Small Team, Big Impact: UC Merced’s Research Computing Journey

Located in California’s Central Valley, the University of California, Merced is the newest campus in the UC system and is rapidly growing toward R1 research status. CaRCC spoke with Sarvani Chadalapaka, Director of Cyber Infrastructure and Research Technologies (CIRT) at UC Merced, to learn how her team supports computational research while making HPC accessible to a diverse student population. The following Q&A has been edited for brevity and clarity.

Can you tell us about CIRT and how it got started?

The program started with our faculty receiving an NSF Major Research Instrumentation (MRI) grant funding for HPC clusters. It was decided that this unit would report to the Office of Information Technology while closely collaborating with the Office of Research.

The research computing team has always been small. It started about eight years ago with one director and one systems administrator. Over that time, our team has grown to four full-time employees plus two or more student technology consultants.

We have a faculty governance committee called the Committee on Research Computing (CORC), which includes faculty representatives from all three schools at UC Merced. The charter for CORC is to govern research computing policy and steer research computing priorities. This faculty group also acts as liaisons with their peers within their departments and with faculty senate committees.

What kinds of services and support does CIRT provide?

Over the past couple of years, we’ve focused on becoming fiscally sustainable by creating multiple revenue streams. We offer baseline services at no charge to users, such as HPC account creation, general research computing consultation, HPC office hours, and installation of software packages on the cluster.

We’ve also established services where we do charge.

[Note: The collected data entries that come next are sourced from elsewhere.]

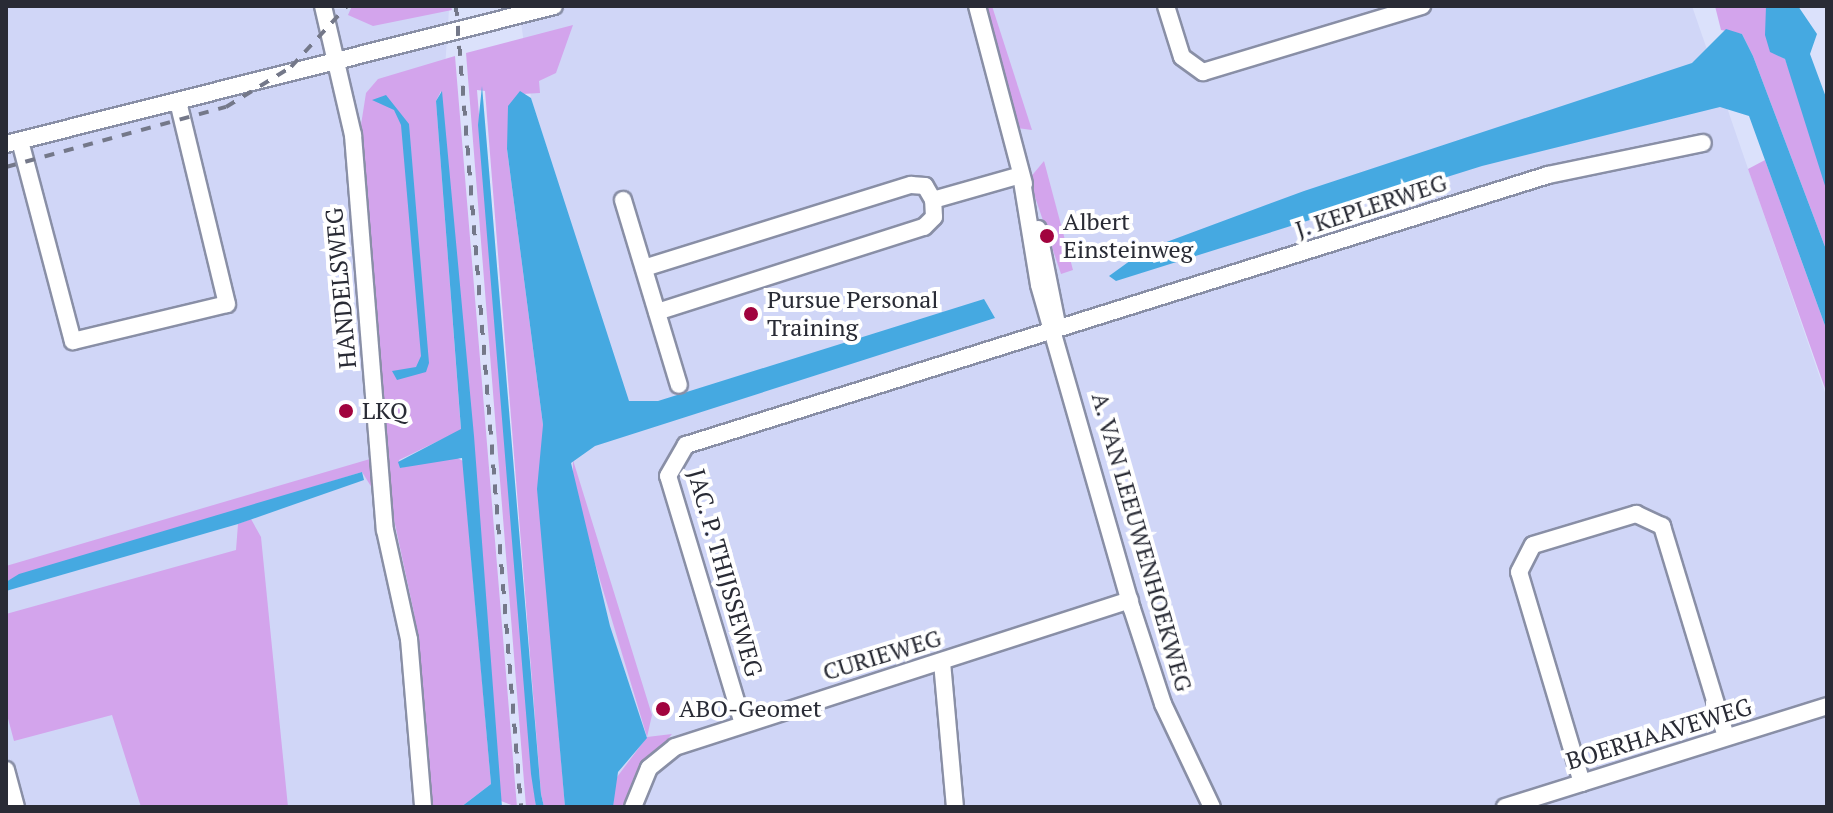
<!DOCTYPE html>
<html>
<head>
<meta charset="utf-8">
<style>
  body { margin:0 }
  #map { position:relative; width:1833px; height:813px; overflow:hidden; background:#dbe1fb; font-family:"PT Serif",serif }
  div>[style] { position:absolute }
  .built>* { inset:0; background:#d0d6f7 }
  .green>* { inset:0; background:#d3a4ec }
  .water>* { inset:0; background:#45a9e1 }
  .roads { filter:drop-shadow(2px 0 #898fa6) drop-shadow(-2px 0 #898fa6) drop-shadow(0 2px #898fa6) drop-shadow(0 -2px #898fa6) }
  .minor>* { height:16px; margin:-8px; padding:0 8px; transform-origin:8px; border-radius:8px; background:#fff }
  .rail>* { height:4px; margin-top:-2px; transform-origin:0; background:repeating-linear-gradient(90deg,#747889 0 10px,transparent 0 20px) }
  .dots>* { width:22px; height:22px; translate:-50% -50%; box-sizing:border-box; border:4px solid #fff; border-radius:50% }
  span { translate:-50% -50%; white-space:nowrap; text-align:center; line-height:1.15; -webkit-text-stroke:8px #fff; paint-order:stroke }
  .street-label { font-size:24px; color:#292b35 }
  .poi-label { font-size:24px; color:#292b35 }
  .left { translate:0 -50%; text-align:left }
  .frame { position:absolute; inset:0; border:8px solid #292b35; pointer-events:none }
</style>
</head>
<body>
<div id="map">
  <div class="built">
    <i style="clip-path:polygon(6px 6px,449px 10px,444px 82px,466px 801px,461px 807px,6px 807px)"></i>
    <i style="clip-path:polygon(519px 6px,1692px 6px,1827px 398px,1827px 807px,592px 807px,555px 454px,567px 213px,531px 98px)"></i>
  </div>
  <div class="green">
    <i style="clip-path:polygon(352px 6px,451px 6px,452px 10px,373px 26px,348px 15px)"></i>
    <i style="clip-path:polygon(984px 6px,992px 6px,1032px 130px,1017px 128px)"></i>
    <i style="clip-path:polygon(1715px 6px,1766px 6px,1770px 51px,1785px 59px,1815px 138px,1827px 192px,1827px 252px,1753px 56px,1742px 34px,1721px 30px)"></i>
    <i style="clip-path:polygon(573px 25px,556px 73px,539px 81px,540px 93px,522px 94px,507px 149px,543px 425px,543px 545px,565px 807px,544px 807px,541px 794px,485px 91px,477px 90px,535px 797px,536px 807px,526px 807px,466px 53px)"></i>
    <i style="clip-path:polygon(455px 56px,517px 807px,501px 801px,441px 91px,436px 101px,461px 430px,399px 460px,400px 468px,452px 455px,463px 461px,491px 784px,461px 807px,432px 807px,414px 613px,392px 510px,361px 125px,366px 93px,378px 79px)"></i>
    <i style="clip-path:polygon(1765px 160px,1827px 331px,1827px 394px,1748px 169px)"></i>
    <i style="clip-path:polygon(1044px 161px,1073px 270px,1061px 274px,1029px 179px)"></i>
    <i style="clip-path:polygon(370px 459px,372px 488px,362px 472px,6px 582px,6px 566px)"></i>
    <i style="clip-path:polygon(573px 460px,652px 715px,647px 737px,672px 734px,638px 773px,625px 807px,613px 807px,614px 781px,647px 737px,573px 490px)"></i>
    <i style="clip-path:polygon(251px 519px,261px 537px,288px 807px,141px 807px,112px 715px,14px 741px,6px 711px,6px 614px,236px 550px,238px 524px)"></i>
  </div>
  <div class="water">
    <i style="clip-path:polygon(1766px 6px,1798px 6px,1817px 34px,1810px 54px,1827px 100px,1827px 192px,1785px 59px,1770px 52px,1765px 35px)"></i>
    <i style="clip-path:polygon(1726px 29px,1742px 34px,1753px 56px,1827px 252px,1827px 331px,1749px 116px,1720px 107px,1482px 166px,1116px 281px,1109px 276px,1145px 250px,1304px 191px,1692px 63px)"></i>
    <i style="clip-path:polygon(482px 86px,541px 794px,544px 807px,536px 807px,531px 774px,478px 125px)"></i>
    <i style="clip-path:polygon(442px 91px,474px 436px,502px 807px,461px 807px,491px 784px,462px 458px,400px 468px,398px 462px,461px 429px,436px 101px)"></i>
    <i style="clip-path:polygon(520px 91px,531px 98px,629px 401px,658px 401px,984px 299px,995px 318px,595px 446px,571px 463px,610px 626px,647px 738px,618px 772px,613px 807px,565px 807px,537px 489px,543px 425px,507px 149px,508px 106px)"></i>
    <i style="clip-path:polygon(386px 95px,409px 124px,429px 363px,426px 372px,397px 380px,392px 371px,416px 367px,421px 356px,401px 125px,394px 110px,372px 100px)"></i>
    <i style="clip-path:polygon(362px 472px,364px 480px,238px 524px,6px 591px,6px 582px,19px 574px)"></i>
  </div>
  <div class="roads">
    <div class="minor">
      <i style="left:323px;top:6px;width:132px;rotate:76.9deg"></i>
      <i style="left:353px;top:135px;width:396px;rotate:85.4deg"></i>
      <i style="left:385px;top:530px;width:112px;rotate:77.6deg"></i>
      <i style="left:409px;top:639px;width:169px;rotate:85.2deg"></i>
      <i style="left:977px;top:6px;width:184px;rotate:75.2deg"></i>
      <i style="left:1166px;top:6px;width:53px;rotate:72.6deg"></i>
      <i style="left:1182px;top:57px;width:26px;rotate:36deg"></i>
      <i style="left:1203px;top:72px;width:229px;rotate:-16.8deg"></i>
      <i style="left:20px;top:141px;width:207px;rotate:75.2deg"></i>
      <i style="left:73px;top:341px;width:158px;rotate:-13.5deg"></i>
      <i style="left:227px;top:304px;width:208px;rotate:-103.6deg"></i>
      <i style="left:6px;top:144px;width:565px;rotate:-14.13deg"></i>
      <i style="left:1021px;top:175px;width:111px;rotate:80.7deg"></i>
      <i style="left:1039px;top:285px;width:337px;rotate:74deg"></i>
      <i style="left:1132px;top:609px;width:100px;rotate:71.9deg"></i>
      <i style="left:1163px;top:704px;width:114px;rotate:64.6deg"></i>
      <i style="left:623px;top:200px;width:193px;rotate:73.2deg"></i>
      <i style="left:1038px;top:229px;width:97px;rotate:78.7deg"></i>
      <i style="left:644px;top:268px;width:280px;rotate:-17.3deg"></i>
      <i style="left:911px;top:185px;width:14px;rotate:4deg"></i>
      <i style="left:925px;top:186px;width:16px;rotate:60deg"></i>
      <i style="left:933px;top:200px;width:91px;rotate:-15.9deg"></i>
      <i style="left:657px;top:312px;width:280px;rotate:-17.7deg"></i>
      <i style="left:924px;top:227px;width:14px;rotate:-45deg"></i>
      <i style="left:934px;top:217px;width:17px;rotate:-93deg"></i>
      <i style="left:942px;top:662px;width:146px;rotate:84.9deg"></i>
      <i style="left:743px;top:724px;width:259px;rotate:-106.8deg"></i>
      <i style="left:668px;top:476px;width:36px;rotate:-60deg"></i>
      <i style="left:686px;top:445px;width:903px;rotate:-17.39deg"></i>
      <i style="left:1548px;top:175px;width:158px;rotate:-11.7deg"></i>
      <i style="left:6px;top:770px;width:38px;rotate:75deg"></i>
      <i style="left:1582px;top:783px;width:220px;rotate:-106.6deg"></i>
      <i style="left:1519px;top:572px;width:30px;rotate:-63deg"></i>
      <i style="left:1533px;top:545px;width:108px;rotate:-16.8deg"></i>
      <i style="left:1636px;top:514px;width:29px;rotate:25deg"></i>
      <i style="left:1662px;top:526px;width:220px;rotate:73.1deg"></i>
      <i style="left:633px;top:807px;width:42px;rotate:-67.7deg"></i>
      <i style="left:649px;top:768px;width:33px;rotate:-39deg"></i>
      <i style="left:675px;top:747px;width:478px;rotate:-17.9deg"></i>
      <i style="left:1505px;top:807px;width:337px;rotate:-17.4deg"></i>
    </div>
  </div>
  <div class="rail">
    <i style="left:456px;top:6px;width:804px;rotate:85.36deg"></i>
    <i style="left:6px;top:167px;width:228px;rotate:-15.3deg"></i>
    <i style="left:226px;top:107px;width:76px;rotate:-31.6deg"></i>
    <i style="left:291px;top:67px;width:83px;rotate:-47.4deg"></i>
  </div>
  <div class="dots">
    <i style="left:1047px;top:236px;background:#a1033e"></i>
    <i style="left:751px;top:314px;background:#a1033e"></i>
    <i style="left:346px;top:411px;background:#a1033e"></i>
    <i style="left:663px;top:709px;background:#a1033e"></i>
  </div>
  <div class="street-label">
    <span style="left:1371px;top:206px;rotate:-18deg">J. KEPLERWEG</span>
    <span style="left:341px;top:288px;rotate:-95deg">HANDELSWEG</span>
    <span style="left:1142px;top:542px;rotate:74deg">A. VAN LEEUWENHOEKWEG</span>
    <span style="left:725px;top:573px;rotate:74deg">JAC. P. THIJSSEWEG</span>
    <span style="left:882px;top:655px;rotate:-17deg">CURIEWEG</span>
    <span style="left:1659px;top:734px;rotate:-17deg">BOERHAAVEWEG</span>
  </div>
  <div class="poi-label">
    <span class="left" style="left:1063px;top:236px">Albert<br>Einsteinweg</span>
    <span class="left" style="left:767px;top:314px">Pursue Personal<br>Training</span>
    <span class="left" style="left:362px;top:411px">LKQ</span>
    <span class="left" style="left:679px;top:709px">ABO-Geomet</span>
  </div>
  <div class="frame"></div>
</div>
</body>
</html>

These fall into two categories: pay-per-use services (our chargeback or recharge model), where we charge for core hours and personal time for special projects; and service level agreements (SLAs), which involve purchasing condo storage, condo compute nodes, and annual maintenance fees.

My team manages high-performance computing, the Wide Area Visualization Environment, the Science DMZ research network, and JupyterHub infrastructure that’s used for data science curriculum delivery. JupyterHub infrastructure is past the  pilot phase, and currently supports approximately 500 users and more than 7 Data Science courses. 

Do you offer training or workshops for your researcher clients?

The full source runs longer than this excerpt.